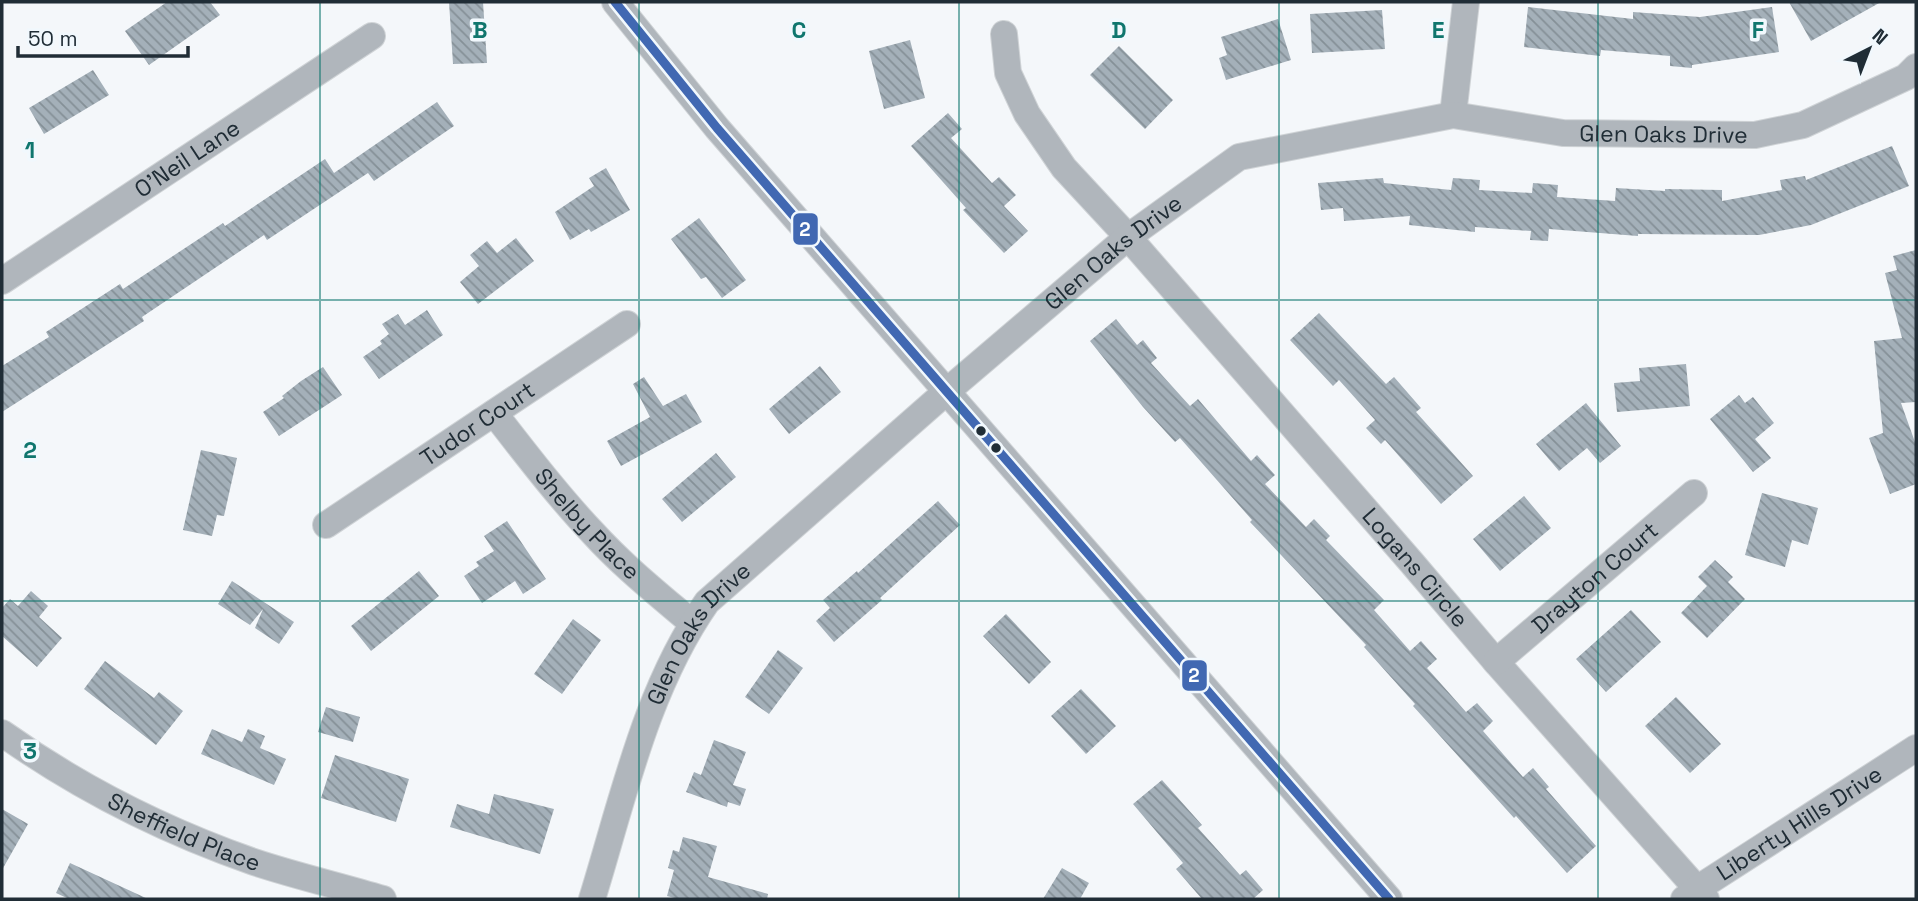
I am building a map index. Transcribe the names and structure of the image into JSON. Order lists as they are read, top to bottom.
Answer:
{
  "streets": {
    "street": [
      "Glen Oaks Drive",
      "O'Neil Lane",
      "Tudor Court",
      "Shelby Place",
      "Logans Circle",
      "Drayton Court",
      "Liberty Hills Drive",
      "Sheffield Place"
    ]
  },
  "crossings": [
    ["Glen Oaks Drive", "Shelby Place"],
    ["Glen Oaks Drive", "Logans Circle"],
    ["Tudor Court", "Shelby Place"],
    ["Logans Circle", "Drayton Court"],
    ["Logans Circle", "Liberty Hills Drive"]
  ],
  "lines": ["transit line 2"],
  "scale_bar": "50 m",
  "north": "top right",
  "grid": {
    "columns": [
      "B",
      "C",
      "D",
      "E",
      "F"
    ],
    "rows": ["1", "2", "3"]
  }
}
------------------------
▶ **Problem requirements**:
Before you finish, make sure every line above has been repeated exactly and no picture remains in the copy.

▶ **Task answer**:
I am building a map index. Transcribe the names and structure of the image into JSON. Order lists as they are read, top to bottom.
Answer:
{
  "streets": {
    "street": [
      "Glen Oaks Drive",
      "O'Neil Lane",
      "Tudor Court",
      "Shelby Place",
      "Logans Circle",
      "Drayton Court",
      "Liberty Hills Drive",
      "Sheffield Place"
    ]
  },
  "crossings": [
    ["Glen Oaks Drive", "Shelby Place"],
    ["Glen Oaks Drive", "Logans Circle"],
    ["Tudor Court", "Shelby Place"],
    ["Logans Circle", "Drayton Court"],
    ["Logans Circle", "Liberty Hills Drive"]
  ],
  "lines": ["transit line 2"],
  "scale_bar": "50 m",
  "north": "top right",
  "grid": {
    "columns": [
      "B",
      "C",
      "D",
      "E",
      "F"
    ],
    "rows": ["1", "2", "3"]
  }
}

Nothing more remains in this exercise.